Collected data:
+-------+

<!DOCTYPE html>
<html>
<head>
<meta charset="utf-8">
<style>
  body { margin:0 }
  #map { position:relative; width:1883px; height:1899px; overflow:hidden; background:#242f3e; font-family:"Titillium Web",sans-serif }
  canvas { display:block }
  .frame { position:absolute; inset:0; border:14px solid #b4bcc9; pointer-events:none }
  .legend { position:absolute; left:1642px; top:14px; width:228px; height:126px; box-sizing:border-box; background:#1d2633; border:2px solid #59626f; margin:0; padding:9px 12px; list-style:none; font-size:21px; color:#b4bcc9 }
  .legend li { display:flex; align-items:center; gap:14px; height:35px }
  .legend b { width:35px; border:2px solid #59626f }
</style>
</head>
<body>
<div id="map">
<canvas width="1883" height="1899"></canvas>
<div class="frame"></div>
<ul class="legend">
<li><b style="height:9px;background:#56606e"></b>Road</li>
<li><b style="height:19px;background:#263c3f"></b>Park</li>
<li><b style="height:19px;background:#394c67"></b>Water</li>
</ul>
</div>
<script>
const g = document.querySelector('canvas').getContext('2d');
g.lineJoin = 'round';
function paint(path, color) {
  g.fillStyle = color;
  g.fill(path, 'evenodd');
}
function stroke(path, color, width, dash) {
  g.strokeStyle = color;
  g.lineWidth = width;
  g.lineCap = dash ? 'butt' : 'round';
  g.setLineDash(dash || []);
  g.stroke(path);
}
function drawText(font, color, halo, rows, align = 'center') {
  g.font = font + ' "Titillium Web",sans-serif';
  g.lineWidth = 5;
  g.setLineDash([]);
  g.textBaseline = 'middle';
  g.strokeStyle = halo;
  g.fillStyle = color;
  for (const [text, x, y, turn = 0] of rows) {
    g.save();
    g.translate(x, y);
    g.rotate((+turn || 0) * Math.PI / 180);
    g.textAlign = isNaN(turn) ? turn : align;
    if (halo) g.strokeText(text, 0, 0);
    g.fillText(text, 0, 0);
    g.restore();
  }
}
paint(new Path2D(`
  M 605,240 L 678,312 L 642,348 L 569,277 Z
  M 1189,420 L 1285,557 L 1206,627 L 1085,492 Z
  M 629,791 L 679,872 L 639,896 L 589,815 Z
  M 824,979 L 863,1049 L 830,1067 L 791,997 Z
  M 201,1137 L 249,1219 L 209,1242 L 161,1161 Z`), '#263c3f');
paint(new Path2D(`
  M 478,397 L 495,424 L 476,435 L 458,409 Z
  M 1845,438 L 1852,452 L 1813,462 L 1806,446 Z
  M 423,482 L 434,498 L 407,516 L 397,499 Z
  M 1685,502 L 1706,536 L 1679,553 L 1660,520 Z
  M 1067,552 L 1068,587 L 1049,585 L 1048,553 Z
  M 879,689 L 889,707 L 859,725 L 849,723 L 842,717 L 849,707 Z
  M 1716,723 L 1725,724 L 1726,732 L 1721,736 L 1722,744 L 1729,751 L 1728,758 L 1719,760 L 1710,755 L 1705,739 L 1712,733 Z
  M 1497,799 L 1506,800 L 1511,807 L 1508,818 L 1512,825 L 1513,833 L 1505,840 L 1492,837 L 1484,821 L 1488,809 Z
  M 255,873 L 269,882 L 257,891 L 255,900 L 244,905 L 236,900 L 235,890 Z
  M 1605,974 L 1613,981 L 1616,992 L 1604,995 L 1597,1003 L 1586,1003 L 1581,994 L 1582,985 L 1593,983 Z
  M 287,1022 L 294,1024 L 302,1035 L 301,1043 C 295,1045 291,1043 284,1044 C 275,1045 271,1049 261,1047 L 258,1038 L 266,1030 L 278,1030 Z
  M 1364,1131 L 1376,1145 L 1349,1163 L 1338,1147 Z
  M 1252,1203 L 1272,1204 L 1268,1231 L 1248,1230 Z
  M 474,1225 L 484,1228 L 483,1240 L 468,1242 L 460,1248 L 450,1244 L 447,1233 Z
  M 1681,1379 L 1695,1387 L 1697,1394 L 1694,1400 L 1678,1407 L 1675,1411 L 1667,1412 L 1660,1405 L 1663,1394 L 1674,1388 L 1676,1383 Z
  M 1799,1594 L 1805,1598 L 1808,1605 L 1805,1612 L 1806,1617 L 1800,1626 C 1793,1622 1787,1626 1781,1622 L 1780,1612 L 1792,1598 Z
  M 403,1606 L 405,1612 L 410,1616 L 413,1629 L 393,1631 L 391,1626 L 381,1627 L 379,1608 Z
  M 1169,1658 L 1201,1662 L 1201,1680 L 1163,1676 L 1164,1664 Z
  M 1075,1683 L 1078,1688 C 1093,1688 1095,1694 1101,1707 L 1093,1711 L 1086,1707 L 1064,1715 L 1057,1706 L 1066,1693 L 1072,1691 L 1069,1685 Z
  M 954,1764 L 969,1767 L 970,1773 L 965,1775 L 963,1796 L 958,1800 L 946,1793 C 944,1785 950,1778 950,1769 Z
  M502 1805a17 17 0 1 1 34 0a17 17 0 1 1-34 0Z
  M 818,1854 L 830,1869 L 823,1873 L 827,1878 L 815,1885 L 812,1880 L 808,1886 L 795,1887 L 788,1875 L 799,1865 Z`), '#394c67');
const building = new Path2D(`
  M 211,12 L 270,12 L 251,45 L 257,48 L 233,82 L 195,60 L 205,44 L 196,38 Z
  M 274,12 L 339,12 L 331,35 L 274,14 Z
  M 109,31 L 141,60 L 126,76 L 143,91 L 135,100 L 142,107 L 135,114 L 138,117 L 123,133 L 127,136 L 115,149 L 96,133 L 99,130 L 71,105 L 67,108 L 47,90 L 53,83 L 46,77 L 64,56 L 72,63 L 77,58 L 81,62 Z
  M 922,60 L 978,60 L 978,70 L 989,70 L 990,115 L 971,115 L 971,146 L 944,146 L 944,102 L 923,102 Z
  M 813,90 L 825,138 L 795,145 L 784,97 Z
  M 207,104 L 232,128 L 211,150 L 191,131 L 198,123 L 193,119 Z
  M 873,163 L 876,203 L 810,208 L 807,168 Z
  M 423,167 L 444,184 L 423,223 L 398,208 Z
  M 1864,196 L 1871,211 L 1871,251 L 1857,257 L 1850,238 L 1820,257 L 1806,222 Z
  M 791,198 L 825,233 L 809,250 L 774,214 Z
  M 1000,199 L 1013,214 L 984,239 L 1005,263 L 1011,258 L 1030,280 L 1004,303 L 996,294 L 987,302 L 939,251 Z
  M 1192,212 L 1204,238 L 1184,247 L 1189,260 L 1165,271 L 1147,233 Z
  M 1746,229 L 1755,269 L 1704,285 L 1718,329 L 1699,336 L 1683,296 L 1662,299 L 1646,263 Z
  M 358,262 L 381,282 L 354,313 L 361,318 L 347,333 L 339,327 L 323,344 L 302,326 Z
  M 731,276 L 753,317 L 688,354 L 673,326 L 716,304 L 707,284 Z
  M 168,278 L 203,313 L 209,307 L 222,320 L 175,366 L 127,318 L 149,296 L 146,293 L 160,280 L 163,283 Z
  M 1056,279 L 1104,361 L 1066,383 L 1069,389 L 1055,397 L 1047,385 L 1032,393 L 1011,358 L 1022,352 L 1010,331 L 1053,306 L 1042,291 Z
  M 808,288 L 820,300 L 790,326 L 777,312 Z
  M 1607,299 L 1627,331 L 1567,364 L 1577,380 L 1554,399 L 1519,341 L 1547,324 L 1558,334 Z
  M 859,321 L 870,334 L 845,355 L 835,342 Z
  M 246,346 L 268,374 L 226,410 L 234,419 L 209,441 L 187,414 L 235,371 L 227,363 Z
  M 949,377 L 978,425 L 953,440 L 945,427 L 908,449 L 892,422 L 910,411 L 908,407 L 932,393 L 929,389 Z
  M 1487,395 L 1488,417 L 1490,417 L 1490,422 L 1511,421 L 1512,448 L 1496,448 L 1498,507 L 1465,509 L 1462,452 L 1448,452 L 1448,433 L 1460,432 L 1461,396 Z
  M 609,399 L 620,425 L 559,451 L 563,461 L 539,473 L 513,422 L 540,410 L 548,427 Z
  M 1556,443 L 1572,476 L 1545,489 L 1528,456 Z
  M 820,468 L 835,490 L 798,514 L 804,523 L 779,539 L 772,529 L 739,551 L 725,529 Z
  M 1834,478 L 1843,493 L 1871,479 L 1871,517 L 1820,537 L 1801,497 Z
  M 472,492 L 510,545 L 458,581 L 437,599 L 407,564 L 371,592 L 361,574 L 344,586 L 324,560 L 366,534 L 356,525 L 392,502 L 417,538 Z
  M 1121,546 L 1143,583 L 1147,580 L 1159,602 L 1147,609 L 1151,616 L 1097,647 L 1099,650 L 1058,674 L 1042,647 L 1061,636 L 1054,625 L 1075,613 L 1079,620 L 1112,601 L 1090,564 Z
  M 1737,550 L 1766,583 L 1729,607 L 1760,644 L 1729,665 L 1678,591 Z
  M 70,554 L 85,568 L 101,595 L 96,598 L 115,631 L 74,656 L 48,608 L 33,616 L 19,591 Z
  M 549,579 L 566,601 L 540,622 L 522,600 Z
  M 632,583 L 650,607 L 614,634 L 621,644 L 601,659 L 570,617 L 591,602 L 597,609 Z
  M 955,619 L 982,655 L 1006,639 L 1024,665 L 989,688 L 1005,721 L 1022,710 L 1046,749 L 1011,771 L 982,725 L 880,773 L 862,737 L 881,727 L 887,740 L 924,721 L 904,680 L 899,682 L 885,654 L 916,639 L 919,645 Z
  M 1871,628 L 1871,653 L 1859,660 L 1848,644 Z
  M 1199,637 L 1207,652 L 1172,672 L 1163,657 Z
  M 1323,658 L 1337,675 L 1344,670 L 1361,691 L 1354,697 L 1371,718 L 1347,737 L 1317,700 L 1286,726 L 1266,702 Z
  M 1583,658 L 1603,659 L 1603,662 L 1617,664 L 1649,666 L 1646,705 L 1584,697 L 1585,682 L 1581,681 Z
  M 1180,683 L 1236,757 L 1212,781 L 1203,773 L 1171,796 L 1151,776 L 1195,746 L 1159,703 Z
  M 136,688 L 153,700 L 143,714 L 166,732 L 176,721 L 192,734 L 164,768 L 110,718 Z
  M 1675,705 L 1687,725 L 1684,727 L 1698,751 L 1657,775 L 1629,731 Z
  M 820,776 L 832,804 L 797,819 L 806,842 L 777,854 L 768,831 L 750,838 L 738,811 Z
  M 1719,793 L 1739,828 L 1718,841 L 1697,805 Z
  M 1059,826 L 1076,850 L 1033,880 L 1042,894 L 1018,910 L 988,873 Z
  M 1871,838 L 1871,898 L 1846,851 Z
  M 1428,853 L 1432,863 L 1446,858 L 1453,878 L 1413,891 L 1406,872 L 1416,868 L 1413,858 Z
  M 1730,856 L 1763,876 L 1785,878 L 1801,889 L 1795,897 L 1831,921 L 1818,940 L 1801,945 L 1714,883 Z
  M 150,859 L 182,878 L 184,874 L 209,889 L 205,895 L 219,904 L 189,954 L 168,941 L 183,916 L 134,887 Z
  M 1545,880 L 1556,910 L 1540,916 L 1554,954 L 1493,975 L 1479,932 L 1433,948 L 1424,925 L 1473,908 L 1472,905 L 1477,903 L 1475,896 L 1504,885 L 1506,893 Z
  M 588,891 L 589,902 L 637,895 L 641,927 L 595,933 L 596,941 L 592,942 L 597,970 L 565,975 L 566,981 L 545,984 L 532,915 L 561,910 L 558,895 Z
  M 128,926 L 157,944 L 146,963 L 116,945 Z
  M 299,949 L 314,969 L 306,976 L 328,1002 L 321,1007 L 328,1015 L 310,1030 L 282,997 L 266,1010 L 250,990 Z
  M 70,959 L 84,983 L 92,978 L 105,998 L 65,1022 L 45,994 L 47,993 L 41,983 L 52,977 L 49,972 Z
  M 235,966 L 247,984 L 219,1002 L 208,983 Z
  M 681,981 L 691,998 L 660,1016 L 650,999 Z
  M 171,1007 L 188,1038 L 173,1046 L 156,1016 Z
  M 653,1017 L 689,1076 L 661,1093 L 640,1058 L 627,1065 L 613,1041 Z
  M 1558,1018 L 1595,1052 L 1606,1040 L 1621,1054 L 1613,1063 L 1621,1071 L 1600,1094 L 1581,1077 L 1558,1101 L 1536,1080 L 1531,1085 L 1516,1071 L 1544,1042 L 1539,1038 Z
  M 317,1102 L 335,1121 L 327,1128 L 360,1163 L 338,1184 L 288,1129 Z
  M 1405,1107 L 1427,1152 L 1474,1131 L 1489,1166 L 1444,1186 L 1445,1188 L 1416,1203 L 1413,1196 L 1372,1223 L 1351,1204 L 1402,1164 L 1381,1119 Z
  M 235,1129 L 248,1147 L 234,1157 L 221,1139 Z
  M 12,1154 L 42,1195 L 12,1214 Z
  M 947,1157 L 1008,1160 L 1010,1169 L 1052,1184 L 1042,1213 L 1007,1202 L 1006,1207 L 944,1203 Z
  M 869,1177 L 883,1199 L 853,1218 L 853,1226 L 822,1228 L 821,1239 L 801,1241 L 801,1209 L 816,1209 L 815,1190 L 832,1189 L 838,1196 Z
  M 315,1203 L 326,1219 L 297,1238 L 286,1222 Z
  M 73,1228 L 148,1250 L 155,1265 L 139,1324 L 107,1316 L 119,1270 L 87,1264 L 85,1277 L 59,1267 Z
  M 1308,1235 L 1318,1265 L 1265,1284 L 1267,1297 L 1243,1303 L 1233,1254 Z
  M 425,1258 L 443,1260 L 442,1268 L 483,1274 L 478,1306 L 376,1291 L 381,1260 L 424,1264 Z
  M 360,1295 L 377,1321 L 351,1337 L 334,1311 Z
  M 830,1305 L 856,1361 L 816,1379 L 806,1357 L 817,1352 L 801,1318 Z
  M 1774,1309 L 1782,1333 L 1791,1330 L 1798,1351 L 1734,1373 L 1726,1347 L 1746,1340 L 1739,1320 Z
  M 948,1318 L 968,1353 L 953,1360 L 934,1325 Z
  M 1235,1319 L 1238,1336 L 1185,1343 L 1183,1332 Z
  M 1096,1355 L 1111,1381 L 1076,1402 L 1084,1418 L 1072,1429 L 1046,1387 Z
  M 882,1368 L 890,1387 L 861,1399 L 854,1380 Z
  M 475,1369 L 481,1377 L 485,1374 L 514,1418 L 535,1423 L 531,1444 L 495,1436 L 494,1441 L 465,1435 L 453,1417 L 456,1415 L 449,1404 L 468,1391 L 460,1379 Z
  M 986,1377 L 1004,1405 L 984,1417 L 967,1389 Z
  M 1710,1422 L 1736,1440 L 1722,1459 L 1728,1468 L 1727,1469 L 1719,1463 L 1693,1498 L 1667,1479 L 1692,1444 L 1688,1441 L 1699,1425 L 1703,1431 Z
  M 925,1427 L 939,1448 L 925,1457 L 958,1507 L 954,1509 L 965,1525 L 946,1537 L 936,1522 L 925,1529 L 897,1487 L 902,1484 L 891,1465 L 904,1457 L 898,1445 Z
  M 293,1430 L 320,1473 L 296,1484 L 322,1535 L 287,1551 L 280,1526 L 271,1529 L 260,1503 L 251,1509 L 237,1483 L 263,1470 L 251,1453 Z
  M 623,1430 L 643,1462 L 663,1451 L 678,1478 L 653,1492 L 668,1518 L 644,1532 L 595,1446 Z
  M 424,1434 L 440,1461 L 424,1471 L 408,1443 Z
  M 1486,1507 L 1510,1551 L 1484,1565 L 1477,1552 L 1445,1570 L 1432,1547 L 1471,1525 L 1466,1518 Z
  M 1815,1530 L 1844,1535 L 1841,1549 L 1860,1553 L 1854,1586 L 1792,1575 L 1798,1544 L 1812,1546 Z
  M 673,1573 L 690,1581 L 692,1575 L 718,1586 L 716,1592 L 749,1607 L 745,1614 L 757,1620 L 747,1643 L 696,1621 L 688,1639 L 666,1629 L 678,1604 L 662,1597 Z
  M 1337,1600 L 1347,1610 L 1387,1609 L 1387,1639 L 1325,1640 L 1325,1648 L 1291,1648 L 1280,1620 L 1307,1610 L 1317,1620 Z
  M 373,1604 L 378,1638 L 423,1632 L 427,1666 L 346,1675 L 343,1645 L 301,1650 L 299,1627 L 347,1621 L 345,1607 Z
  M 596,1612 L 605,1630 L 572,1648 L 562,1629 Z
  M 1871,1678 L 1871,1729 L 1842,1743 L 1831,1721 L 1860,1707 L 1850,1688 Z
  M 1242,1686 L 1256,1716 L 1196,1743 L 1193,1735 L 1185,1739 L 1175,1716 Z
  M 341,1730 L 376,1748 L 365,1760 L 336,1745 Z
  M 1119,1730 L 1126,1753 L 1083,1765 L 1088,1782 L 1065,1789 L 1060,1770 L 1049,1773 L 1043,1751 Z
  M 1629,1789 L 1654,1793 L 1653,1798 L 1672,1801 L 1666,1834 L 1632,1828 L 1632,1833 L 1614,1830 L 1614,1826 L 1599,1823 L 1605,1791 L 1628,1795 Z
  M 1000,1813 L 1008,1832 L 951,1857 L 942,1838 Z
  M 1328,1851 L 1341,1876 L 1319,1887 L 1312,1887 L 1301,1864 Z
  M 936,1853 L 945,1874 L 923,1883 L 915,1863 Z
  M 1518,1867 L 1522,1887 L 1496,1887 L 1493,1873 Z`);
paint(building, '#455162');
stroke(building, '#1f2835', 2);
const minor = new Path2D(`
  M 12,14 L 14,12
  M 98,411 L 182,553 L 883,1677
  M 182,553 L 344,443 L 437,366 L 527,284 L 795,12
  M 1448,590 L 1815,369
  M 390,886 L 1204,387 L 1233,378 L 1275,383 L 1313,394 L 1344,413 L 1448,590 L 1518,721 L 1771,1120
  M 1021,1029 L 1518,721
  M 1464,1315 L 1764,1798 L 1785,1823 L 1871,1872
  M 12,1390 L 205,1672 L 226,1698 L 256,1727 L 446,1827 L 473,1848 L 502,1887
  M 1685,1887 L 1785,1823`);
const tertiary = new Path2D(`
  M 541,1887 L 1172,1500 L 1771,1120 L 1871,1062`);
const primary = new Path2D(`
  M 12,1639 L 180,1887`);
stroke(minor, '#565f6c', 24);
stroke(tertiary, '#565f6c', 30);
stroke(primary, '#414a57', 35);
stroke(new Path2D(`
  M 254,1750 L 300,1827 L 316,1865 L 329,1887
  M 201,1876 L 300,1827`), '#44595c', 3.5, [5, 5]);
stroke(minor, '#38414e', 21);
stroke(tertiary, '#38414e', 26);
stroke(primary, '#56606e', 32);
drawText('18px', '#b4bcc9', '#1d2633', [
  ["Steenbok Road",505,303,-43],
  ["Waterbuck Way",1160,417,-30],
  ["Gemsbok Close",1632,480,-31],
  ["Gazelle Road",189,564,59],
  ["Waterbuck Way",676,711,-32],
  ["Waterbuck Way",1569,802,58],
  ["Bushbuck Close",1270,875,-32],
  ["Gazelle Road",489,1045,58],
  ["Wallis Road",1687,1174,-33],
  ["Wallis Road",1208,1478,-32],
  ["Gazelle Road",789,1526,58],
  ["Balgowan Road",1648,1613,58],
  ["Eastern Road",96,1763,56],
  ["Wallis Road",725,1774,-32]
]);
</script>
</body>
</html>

+-------+

What to work on:
Taking the line with "g.translate(x, y);" as the first and the line with "M 824,979 L 863,1049 L 830,1067 L 791,997 Z" as the last, retype that stretch of the data above exactly, with no other lines.

Response to this exercise:
    g.translate(x, y);
    g.rotate((+turn || 0) * Math.PI / 180);
    g.textAlign = isNaN(turn) ? turn : align;
    if (halo) g.strokeText(text, 0, 0);
    g.fillText(text, 0, 0);
    g.restore();
  }
}
paint(new Path2D(`
  M 605,240 L 678,312 L 642,348 L 569,277 Z
  M 1189,420 L 1285,557 L 1206,627 L 1085,492 Z
  M 629,791 L 679,872 L 639,896 L 589,815 Z
  M 824,979 L 863,1049 L 830,1067 L 791,997 Z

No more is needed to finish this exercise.